BTN reported earlier this summer that buyers had particularly objected to paying penalties for non-fulfillment of commitments because Lufthansa was not giving them last-seat availability at the negotiated rate in return, making it impossible to use the corporate deal on some flights. “Addressing the lack of access to inventory is something Lufthansa has not compromised on because it is fundamental to the airline’s yield management,” the TMC executive said Tuesday. “This is the main issue for the corporate clients that have still not signed.” According to the source, the majority of those who refused to sign are Germany’s largest corporations.

German travel buyers also had objected to a clause compelling clients to authorize the release of their data by Lufthansa to global distribution systems to create marketing information data tapes. However, the TMC source attached less significance to this point. “In reality, this is not a new issue,” the source said. “It was confirming a practice which was there before. Lufthansa put it in because of the European Commission CRS Code of Conduct.

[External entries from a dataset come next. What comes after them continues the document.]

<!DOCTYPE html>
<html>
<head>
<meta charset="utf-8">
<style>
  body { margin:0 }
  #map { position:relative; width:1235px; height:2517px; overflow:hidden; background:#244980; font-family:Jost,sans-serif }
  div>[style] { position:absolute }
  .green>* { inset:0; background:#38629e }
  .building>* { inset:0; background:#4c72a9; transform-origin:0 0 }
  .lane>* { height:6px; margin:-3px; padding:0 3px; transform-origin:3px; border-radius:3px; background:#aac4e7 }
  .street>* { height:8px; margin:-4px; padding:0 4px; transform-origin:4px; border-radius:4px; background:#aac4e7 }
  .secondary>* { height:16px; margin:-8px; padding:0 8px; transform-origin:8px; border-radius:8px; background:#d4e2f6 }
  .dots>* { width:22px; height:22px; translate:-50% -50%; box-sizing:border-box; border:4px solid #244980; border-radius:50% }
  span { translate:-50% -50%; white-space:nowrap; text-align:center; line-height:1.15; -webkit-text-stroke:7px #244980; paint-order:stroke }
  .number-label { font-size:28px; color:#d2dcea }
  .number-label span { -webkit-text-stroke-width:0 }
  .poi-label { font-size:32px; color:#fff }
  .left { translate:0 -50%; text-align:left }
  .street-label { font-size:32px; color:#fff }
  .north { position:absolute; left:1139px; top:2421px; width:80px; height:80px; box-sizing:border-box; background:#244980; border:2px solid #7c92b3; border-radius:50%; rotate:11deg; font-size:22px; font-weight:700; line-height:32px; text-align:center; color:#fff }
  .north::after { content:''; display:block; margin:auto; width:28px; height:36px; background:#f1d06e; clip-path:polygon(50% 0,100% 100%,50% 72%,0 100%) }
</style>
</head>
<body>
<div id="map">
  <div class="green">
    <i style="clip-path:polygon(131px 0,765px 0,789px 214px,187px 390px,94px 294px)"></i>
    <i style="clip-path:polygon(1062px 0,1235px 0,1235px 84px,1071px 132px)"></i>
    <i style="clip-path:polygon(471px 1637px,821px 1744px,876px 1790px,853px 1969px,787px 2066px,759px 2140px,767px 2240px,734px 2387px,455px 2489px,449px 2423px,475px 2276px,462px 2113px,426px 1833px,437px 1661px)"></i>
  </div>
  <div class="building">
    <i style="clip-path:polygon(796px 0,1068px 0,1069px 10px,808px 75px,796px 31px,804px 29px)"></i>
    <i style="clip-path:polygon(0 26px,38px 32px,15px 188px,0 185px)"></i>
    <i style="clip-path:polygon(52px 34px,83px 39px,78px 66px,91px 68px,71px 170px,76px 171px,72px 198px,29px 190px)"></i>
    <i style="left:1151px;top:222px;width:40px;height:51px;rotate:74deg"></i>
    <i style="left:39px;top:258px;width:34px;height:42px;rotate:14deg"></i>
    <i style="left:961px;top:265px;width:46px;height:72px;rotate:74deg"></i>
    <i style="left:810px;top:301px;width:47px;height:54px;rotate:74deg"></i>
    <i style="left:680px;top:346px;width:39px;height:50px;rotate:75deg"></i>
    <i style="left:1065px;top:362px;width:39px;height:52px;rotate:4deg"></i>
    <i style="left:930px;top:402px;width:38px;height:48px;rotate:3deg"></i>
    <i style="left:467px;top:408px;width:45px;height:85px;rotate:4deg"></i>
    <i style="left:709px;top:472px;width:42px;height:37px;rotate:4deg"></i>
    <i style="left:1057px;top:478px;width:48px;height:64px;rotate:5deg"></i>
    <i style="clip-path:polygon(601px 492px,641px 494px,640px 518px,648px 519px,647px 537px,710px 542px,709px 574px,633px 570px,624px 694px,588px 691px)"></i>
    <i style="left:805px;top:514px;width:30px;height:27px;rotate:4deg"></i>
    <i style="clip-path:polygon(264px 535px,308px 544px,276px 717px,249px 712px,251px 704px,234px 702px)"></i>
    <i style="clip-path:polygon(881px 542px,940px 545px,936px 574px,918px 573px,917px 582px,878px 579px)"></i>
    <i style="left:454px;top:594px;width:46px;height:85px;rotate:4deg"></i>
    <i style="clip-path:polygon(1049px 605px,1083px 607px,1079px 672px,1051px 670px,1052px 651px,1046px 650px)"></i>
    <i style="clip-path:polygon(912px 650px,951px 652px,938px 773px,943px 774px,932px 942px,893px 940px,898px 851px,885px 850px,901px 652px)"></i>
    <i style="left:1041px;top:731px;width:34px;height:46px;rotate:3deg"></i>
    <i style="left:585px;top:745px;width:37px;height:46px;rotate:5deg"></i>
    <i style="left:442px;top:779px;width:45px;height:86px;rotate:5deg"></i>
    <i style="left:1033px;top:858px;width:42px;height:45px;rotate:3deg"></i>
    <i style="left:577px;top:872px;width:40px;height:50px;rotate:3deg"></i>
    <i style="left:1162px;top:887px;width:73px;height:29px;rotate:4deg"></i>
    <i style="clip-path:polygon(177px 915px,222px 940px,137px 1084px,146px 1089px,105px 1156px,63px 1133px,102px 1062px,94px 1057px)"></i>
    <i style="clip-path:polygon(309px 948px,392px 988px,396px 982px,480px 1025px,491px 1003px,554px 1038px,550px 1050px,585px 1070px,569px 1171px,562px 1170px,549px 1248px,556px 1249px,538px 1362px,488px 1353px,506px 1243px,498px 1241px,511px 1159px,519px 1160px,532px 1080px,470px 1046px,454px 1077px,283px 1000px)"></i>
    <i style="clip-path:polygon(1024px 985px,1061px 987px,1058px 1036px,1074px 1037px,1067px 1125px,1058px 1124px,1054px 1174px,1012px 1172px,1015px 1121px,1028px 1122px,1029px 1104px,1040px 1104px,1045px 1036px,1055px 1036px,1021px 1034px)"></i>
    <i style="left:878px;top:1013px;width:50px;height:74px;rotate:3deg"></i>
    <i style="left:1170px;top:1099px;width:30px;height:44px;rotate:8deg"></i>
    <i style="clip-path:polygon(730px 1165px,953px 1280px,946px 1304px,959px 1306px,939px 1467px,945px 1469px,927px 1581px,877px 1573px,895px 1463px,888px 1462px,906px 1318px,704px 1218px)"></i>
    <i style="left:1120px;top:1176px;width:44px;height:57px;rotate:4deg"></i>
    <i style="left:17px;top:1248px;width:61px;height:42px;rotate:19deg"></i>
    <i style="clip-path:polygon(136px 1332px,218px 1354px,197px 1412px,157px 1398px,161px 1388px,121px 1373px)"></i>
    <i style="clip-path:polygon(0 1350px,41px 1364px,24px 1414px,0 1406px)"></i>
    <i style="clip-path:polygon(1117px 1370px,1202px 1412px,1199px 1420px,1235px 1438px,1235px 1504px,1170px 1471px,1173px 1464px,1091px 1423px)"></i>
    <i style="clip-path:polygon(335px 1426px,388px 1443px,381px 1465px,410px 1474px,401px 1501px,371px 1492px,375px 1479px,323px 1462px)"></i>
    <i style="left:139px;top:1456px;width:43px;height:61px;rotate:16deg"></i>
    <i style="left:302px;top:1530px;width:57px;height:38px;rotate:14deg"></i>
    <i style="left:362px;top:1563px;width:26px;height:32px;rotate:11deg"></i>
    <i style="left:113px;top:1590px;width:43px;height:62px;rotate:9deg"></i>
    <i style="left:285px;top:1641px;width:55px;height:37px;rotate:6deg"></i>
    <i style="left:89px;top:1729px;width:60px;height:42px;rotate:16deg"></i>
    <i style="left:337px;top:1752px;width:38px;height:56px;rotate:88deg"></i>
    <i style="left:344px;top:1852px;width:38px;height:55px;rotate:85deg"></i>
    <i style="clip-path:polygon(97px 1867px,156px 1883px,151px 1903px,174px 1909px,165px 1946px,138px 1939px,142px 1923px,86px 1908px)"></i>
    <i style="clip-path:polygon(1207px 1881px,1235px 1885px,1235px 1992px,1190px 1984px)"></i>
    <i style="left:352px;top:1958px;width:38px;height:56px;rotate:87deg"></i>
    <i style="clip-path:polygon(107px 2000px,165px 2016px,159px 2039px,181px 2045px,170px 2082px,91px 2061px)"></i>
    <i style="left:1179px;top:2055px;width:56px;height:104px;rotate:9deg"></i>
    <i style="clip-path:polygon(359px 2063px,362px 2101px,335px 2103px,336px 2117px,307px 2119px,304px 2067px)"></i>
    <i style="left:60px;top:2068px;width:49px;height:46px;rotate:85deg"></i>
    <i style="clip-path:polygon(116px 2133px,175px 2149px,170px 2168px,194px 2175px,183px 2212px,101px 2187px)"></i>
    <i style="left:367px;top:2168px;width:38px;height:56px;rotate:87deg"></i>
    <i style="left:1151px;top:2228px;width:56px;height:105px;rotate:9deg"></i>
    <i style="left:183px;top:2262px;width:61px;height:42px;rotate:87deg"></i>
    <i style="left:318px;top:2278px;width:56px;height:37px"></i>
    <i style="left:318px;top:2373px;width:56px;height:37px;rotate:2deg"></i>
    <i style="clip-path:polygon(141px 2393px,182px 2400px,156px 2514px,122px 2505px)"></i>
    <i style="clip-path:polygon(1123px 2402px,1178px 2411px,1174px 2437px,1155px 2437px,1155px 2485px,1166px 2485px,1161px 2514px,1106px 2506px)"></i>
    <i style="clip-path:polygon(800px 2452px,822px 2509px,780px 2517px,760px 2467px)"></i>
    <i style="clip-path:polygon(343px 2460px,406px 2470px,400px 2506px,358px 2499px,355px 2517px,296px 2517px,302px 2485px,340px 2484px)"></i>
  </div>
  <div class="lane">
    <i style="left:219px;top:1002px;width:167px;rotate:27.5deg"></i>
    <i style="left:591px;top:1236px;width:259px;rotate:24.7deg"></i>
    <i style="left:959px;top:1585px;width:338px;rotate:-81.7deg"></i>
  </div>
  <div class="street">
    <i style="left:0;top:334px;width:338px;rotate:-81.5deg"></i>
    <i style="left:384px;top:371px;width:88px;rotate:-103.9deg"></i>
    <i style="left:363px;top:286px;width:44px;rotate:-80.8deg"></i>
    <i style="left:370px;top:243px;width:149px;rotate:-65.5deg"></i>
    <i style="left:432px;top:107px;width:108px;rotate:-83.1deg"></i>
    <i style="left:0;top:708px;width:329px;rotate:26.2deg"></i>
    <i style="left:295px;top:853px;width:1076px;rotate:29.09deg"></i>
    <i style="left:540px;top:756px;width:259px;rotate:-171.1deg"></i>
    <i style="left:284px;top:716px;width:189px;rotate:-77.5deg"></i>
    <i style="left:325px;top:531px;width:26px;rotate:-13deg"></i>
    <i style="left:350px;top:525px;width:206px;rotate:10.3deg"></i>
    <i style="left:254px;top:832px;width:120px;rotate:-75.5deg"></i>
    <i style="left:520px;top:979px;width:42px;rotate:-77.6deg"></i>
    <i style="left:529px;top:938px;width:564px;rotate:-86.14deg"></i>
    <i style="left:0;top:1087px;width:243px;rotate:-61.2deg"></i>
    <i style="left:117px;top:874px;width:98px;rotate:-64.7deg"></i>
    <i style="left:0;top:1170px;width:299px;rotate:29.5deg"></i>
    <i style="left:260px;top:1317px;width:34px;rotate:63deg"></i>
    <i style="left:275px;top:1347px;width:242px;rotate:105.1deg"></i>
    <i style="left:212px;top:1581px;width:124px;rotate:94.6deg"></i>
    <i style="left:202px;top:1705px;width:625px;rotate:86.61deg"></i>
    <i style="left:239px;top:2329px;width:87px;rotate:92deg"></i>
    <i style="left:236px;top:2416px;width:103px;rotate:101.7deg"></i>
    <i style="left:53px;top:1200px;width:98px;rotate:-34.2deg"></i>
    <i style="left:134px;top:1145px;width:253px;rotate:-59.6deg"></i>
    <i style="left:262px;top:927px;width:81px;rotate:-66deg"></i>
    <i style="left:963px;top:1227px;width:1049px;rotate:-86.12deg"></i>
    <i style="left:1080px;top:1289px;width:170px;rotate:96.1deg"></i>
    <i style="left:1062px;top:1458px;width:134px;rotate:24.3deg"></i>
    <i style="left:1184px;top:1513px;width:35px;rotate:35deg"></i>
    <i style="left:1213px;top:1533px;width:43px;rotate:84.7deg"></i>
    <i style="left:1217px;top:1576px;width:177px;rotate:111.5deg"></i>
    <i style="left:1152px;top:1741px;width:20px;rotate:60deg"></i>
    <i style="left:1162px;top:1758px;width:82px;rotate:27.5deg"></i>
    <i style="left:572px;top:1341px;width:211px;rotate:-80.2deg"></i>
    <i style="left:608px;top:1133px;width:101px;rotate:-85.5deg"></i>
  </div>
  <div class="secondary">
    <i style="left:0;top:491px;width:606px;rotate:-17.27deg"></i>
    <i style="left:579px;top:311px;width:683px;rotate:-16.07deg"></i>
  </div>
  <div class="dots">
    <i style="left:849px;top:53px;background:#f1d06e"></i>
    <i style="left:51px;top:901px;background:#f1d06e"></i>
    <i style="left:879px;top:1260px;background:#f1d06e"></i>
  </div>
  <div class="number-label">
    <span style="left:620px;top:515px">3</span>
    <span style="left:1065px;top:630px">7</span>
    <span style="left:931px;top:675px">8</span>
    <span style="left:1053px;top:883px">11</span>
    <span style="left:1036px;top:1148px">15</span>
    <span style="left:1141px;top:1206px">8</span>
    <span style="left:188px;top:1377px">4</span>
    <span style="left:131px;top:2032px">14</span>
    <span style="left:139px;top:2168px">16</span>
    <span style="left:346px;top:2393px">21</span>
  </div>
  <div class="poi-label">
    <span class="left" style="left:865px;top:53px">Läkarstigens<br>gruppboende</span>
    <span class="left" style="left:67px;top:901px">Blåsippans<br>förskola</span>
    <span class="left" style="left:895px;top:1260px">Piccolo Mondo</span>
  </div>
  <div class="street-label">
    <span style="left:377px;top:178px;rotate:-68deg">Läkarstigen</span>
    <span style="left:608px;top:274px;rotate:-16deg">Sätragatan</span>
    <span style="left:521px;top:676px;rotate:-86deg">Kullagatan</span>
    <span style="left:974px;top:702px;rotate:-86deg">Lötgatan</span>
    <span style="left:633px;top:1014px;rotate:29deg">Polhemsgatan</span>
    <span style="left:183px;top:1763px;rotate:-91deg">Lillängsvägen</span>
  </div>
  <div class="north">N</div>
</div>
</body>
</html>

Buyers made a stand on the issue because of their emotional resentment of Lufthansa.”

The source went on to claim that although the German flag carrier has recovered in volume this year, its pace of recovery has lagged behind other airlines in the German corporate market and therefore its marketshare has slipped. “The willingness to pay more to fly Lufthansa reduced in the recession and now that the economy is improving, passengers are not switching back to it as much as everyone thought they would,” the source said.

At a BTN Top 100 European Buyers session at Tuesday’s NBTA Europe conference in Lisbon, travel managers also expressed unhappiness with the Lufthansa contracts. “Lufthansa is one of the worst in terms of what it is asking for in its contracting,” said one manager with Europe-wide travel buying responsibilities. “If you don’t provide MIDT or meet its other demands, it is willing to walk away.”

Another said: “I think all the airlines will be watching to see what happens with Lufthansa, which has taken contracting to an extreme.”